Visualizing the multidimensional landscape of biological variation in modern microscopy

Authors

Müller GF, Göpel T, Scherf N, Huisken J.

Journal

Frontiers in Bioinformatics

Citation

Front Bioinform. 2026 Mar 10;6:1757489.

Abstract

Variation is a foundational biological principle that has historically been marginalized-both due to limited experimental accessibility and because of idealized, stereotypic blueprints rooted in essentialist thinking. With the advent of genetics and quantitative biology investigating environmental influences on the phenotype, variation was redefined from mere noise to a fundamental property. Modern light sheet microscopy now enables high-resolution, long-term imaging of dynamic processes across large populations, making it possible to systematically study phenotypic variation in vivo. Yet, the resulting high-dimensional datasets overwhelm traditional modes of analysis and visualization, risking the loss of biological insight.
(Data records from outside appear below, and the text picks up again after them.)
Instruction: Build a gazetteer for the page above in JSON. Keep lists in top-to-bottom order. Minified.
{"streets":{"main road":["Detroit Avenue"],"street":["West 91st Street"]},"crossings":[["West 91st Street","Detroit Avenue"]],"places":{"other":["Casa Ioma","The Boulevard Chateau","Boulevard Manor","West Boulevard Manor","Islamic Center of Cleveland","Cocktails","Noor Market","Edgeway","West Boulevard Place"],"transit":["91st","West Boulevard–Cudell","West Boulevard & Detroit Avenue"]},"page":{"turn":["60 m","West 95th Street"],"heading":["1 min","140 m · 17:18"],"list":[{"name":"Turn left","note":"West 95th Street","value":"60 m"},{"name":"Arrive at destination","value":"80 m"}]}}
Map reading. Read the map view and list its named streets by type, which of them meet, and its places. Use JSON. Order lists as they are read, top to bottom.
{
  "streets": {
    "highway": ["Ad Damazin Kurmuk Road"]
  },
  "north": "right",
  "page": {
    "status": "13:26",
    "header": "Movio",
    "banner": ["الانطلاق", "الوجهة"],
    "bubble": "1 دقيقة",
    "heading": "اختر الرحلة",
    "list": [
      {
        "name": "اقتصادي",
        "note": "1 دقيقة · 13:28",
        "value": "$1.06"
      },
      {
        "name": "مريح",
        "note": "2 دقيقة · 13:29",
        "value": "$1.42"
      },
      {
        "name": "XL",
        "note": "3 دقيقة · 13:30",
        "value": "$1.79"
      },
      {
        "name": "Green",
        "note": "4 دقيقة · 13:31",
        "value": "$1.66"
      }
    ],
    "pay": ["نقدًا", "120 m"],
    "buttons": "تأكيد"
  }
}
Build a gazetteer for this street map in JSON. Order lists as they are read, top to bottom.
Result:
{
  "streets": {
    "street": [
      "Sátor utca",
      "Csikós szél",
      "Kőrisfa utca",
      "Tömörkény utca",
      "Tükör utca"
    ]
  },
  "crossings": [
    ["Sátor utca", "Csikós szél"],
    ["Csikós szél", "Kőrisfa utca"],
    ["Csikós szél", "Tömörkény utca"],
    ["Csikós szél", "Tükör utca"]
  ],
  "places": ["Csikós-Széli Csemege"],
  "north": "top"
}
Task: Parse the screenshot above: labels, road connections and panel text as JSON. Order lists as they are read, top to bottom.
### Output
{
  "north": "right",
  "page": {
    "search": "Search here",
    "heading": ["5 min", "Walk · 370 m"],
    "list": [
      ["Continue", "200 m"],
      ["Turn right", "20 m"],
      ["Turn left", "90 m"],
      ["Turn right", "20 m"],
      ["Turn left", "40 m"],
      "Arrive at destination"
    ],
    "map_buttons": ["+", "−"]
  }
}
The transition from qualitative representation to quantitative measurement demands new epistemic practices-shifting from selective human interpretation to computational abstraction. Instead of relying on either very limited sampling or exhaustive scanning, we advocate for representative sampling of phenotypic variation: adaptive, model-guided systems that dynamically sample biological variation using real-time feedback, directing attention towards biologically relevant events and rare or extreme phenotypes. The underlying models act as the interface to human insight, constructing navigable, queryable representations of variation as a multidimensional manifold shaped by genetics, environment, and stochasticity. Crucially, adaptive systems call for new methods of visualizations-interfaces that encode uncertainty, consensus, and distributional structure. Such visualizations should preserve the interpretability of historical illustrations while fully embracing biological variation. The future of biology lies not in acquiring more data, but in developing smarter ways to sample, represent, and understand it.